For mains, a perfectly cooked and generously sized sole meunière, is filleted at the table, served with lemon butter. Simple, just as it should be. A portion of the Norwegian King Crab claws - 300g for €65 - is made up of just two huge legs. The shell is pliable, unlike the native brown crabs that we are used to here, and the kitchen has lacerated the underside of the legs to make it easier to extract the meat. There's a fair amount of it, and there's good flavour (a hint of barbecue?) and texture, but it lacks richness; the lemon beurre blanc is luscious. Neither the chips nor the herbed baby potatoes are up to much, but the creamed spinach is unctuously good.

We try a couple of mouthfuls of a frozen strawberry soufflé that's sweet and pink and doesn't have much to say for itself, before abandoning it in favour of a Brandy Alexander and an Espresso Martini, both excellent. (Sole is very good at cocktails.) The bill comes to €287 for two, including water, cocktails and a bottle of Gruner Veltliner from Wachau.


8/10 food

8/10 ambience

7/10 value for money



Sole is not somewhere to go for a cheap night out, but the fish and chips is €19.50.

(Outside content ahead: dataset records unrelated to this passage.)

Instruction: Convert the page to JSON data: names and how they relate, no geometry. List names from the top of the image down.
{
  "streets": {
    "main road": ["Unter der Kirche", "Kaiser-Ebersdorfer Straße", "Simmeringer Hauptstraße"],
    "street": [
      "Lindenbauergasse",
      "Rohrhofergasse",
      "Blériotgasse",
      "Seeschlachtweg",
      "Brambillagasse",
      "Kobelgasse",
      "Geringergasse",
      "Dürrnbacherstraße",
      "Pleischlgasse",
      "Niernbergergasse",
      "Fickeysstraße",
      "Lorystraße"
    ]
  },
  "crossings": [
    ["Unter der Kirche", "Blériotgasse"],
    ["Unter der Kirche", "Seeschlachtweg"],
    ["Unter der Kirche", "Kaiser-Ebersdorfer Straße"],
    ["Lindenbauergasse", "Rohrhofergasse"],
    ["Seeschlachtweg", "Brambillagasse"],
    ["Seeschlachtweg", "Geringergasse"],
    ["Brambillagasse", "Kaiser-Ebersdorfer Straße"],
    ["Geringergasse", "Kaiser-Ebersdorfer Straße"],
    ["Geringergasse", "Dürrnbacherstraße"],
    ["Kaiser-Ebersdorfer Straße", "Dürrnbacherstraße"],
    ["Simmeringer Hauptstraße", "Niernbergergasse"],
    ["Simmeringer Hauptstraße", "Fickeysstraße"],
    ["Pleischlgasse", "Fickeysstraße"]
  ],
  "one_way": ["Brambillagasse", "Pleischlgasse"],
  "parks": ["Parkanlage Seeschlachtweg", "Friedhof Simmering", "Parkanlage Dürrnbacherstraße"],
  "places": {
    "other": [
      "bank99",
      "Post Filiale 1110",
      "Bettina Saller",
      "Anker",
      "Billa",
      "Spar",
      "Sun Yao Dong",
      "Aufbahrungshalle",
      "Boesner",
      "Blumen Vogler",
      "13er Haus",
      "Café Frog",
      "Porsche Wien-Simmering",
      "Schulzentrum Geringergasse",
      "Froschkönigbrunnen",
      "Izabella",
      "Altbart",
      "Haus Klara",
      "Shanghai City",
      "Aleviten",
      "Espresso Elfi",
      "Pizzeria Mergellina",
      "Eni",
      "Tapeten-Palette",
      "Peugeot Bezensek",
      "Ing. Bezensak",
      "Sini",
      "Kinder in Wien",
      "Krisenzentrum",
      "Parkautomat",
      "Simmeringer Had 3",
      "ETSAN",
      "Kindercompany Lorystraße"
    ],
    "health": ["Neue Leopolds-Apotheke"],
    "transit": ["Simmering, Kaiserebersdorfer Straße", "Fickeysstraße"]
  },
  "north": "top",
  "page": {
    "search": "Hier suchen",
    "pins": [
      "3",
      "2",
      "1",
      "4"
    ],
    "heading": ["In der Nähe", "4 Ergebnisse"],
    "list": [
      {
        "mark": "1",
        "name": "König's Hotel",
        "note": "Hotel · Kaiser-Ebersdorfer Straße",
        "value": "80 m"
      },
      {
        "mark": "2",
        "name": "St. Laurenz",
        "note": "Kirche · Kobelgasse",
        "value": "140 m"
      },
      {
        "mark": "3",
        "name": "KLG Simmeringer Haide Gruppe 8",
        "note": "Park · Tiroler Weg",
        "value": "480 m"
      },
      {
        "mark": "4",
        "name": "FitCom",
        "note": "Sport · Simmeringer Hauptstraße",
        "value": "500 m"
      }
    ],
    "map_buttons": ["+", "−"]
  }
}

The sky's the limit when it comes to lobster, which is 'market' priced. Ordering from the à la carte menu, the Norwegian King Crab Salad, Captain's Seafood Tower and dessert for two will cost €163 before drinks or service.


Brilliant service from a well trained team.


Although Sole does use Irish fish and shellfish, I'd prefer to see the restaurant sourcing solely (sorry) from Ireland.